Minin, Sergei Konstantinovich

 

Born June 29 (July 11), 1882, in Dubovka, now in Volgograd Oblast; died Jan. 8, 1962, in Moscow. Participant in the revolutionary movement in Russia. Member of the Communist Party from 1905. Son of a priest.

Minin joined the revolutionary movement in 1903. He conducted party work in the Volga and Don regions. After the February Revolution of 1917 he became chairman of the Tsaritsyn soviet and of the committee of the RSDLP (Bolshevik). In late 1917 he became chief of the defense staff in the struggle against the Kaledin forces. In July 1918, Minin became a member of the revolutionary military council of the Northern Caucasus Military District, a member of the revolutionary military council of the Tenth Army, and a member of the collegium of the People’s Commissariat of Internal Affairs in Moscow. At the Eighth Congress of the RCP (Bolshevik) in 1919 he sided with the “military opposition.” In 1920–21 he was a member of the revolutionary military council of the First Cavalry Army. In 1921–22 he was assistant commander for political affairs of the troops of the Ukraine and the Crimea, as well as a member of both the Central Committee of the CP (Bolshevik) of the Ukraine and of the Council of People’s Commissars of the Ukraine.

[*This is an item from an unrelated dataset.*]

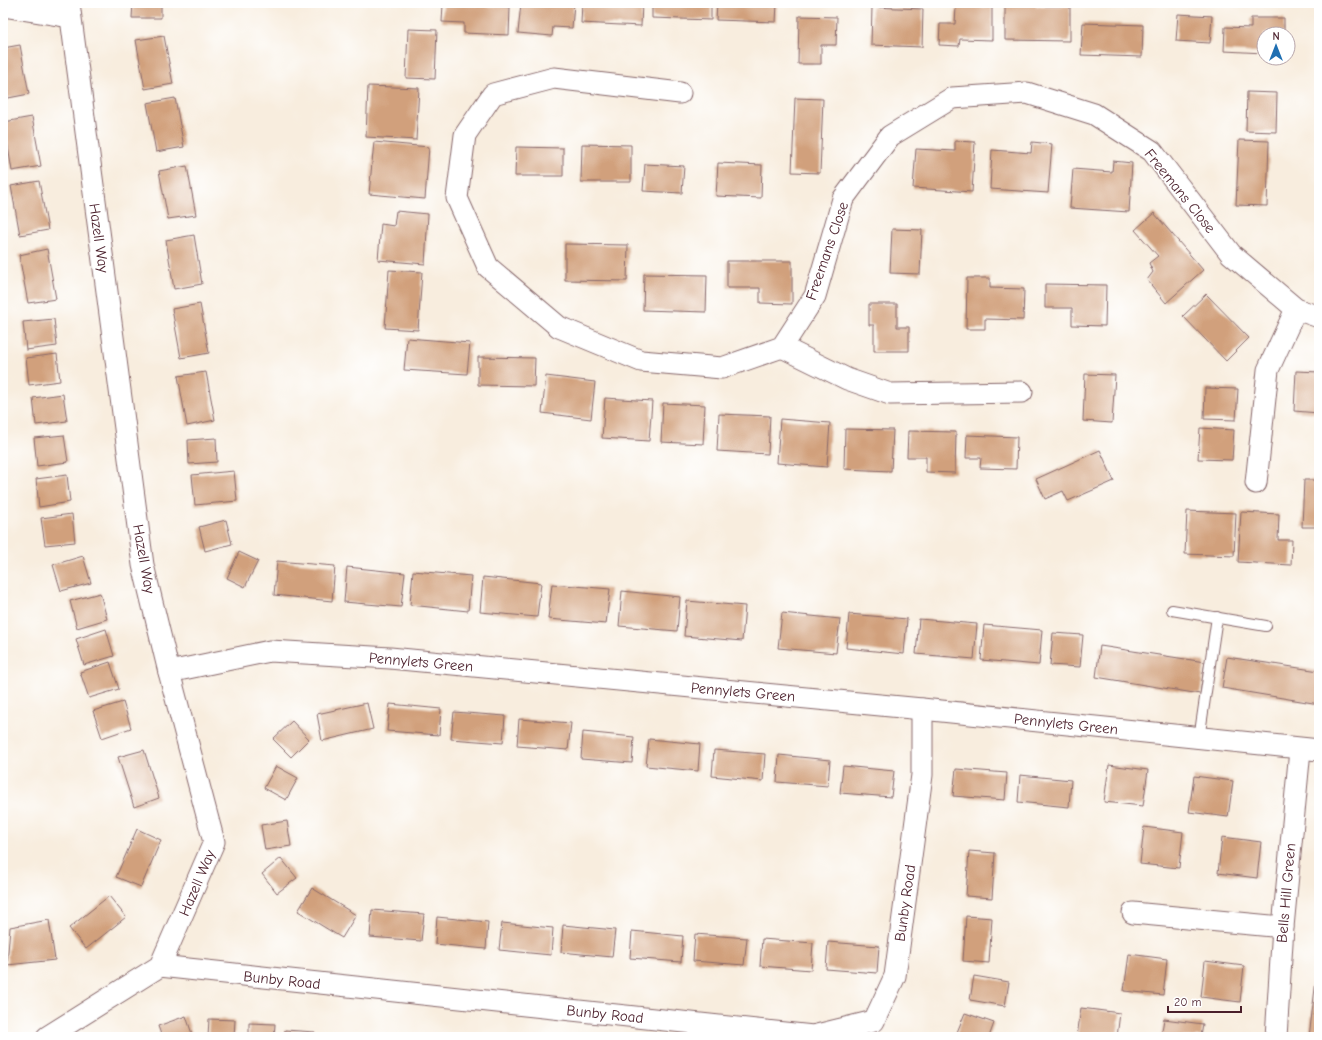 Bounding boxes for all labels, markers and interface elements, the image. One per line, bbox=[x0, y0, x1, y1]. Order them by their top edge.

In 1923, Minin became rector of the Communist University. In 1925 he became head of the State University in Lenin-grad and a member of the Northwestern Bureau of the Central Committee of the ACP (Bolshevik). In 1925 he sided with the “new opposition.”

Minin was a delegate to the Sixth, Eighth through Eleventh, and Thirteenth through Fifteenth Party Congresses. For reasons of health, he left public activity in 1927. He was granted a personal pension in 1954. Minin was awarded the Order of the Red Banner.